Due to Paragraph 14, I didn’t tell Dad. He’d never have let me go, and though I hadn’t especially wanted to go myself, I also didn’t want the others to go and have a mind-blowing experience without me. (I had no idea how mind-blowing it would actually be.)

“I’m proud of you,” Dad said.

“Dad,” was all I could scuff. I did manage to touch his hand and it responded like one of those mimosa plants, but in the opposite way, opening.

“You will be fine, little cloud. Fine. Fine as a fiddle.”

“Fit,” I scratched.

“Fit as a fiddle.”

“Promise?”

“Of course I promise.”

An hour later, my voice had begun to tiptoe back. A new nurse, Stern Brow (illicitly kidnapped by White Lab Coat from another floor of the hospital, in order to placate Dad) took my blood pressure and pulse (“Doin’ fine,” she said before humphing off).
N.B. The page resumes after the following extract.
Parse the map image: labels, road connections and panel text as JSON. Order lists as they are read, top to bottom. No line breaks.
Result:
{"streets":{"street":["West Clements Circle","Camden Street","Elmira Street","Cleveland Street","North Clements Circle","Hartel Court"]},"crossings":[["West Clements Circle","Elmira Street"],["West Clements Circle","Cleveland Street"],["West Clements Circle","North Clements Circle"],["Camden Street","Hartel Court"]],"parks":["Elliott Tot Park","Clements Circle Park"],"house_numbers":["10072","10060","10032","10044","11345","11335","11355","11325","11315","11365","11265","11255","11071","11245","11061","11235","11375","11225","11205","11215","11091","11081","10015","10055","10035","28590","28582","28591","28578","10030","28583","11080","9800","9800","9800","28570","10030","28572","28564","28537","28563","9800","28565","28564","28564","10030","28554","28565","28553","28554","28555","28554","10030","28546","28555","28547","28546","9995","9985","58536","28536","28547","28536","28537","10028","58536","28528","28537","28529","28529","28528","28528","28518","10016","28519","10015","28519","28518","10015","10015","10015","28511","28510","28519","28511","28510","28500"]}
Although I felt bug-snug under the sunshine lights, the hospital beeps, clicks and toots soothing as fish noises one hears in the ocean while snorkeling, gradually, I noticed my memory of the night before had begun to show signs of life. As I sipped my coffee listening to the aggravated mutters of a croaky gentleman recovering from an asthma attack on the other side of the curtain (“Reely now. Got to get home and feed my dog.” “Just another half hour Mr. Elphinstone.”), suddenly I was aware Hannah had snuck into my head: not as I’d seen her— God no —but sitting at her dining room table listening to one of us, her head tilted, smoking a cigarette, then ruthlessly stabbing it out on her bread plate. She did that on two occasions. I also thought about the heels of her feet, a tiny detail not many others noticed: sometimes they were black and so dry, they resembled pavement.